The seats are comfortable and supportive enough for city driving. Visibility is decent. The driving position is upright as you’d expect, and while the wheel adjusts for height the reach is locked in position. So it might be awkward for some.
Talk screenage to me.
You get an eight-inch instrument display directly behind the wheel, which shows you your speed, any warning messages, remaining range (though no battery percentage, annoyingly), time, temperature… and not a great deal else. You can’t knock Leapmotor for keeping it simple, but the layout could make better use of the space.
Then there’s the 10.1in central touchscreen, which has a row of icons along the bottom: home takes you to the main screen for your radio, nav etcetera, then a car icon brings up all the vehicle controls; everything from lights to driver assistance. This is laid out Tesla-style, though everything’s a little small to use easily on the move. Maybe that’s why Leapmotor makes you stop for some of them to work?
Then there’s shortcuts for the front and rear windscreen demist, climate control, a boot open button and a tab for media volume. There’s only so much you can expect for a car this affordable, but at least the Dacia Spring reserves a few buttons for the key functions. It also pulls off a better interface too. Leapmotor prides itself on being able to turn around over-the-air updates in weeks, so perhaps a better version will arrive over the airwaves soon. There’s plenty of room for improvement.

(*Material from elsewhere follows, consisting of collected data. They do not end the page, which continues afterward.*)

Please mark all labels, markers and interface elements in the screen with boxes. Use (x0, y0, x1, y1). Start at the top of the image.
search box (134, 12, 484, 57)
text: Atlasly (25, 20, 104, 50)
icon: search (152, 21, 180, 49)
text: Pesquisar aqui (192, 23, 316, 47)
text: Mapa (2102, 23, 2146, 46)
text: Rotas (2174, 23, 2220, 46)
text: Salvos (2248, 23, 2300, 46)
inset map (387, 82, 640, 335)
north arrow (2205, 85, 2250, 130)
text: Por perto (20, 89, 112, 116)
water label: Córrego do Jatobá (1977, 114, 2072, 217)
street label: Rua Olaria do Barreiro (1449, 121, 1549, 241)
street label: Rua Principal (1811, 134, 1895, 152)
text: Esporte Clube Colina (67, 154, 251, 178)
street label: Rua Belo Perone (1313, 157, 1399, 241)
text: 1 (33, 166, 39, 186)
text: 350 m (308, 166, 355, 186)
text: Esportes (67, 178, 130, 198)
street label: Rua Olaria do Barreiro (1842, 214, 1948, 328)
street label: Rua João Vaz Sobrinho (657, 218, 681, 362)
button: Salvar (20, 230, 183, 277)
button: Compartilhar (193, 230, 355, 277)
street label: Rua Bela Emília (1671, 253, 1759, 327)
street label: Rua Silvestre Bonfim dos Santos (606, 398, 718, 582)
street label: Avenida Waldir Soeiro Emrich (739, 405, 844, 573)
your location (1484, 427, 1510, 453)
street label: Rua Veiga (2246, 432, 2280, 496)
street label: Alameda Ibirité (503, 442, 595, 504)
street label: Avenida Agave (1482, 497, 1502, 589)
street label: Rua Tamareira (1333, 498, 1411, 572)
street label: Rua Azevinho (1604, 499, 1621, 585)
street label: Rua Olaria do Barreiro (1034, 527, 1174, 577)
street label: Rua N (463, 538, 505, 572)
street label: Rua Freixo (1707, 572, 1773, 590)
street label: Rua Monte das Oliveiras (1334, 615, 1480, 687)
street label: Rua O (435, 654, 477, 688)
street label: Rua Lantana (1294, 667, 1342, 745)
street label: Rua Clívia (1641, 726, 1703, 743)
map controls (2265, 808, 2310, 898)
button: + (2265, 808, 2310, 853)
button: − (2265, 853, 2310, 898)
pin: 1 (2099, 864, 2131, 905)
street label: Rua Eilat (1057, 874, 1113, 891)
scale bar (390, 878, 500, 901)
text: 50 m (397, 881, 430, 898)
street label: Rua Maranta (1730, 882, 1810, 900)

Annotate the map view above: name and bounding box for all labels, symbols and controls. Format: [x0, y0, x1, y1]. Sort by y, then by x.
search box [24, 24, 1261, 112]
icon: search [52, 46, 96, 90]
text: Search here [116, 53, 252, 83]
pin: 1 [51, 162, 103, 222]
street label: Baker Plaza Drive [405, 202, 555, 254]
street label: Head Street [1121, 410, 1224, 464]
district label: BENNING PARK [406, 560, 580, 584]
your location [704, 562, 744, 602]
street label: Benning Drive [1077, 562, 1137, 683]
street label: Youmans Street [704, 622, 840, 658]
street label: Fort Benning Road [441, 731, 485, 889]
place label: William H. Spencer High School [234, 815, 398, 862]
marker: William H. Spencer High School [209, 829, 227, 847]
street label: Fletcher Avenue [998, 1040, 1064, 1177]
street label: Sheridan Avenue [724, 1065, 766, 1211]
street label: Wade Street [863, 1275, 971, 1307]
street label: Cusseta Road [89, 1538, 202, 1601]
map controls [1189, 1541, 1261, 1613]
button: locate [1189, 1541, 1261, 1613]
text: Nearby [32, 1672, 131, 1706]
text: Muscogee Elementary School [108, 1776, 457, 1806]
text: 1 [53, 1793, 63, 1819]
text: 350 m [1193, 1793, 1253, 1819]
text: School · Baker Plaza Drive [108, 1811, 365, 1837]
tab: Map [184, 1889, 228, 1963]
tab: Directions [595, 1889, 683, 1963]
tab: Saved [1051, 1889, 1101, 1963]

Like in the C10 SUV, the native nav isn’t terribly clear and a bit laggy; in our LHD test car, the wheel obscures the graphic telling you which exit to take. Bit of an oversight, that. No Apple CarPlay or Android Auto either, so you can’t bypass it with Google Maps or Waze. Hmm.
How’s the headroom?
Pretty good. Even six-footers shouldn’t be getting too close and personal with the headliner in here (unless you’ve got a particularly big barnet, we suppose), and while it’s less capacious in the back it’s still roomy for a car of this size. Foot room is pretty marginal, so you’ll want whoever’s ahead of you to jack their seat up by an inch or two to give your toes some breathing space. The T03 is a four-seater; no getting three abreast in at the back.
Boot space amounts to 210 litres. There’s not much space between the seatbacks and the bootlid, so that capacity comes from its depth. You’ll get a few bags of shopping in here, but not much else. The T03 isn’t blessed with many storage spaces inside: there’s a central bin-slash-flask-holder up front, with a clever cutout to prop up a phone. But other than the door bins, there’s only really pockets to stash bits ‘n’ bobs.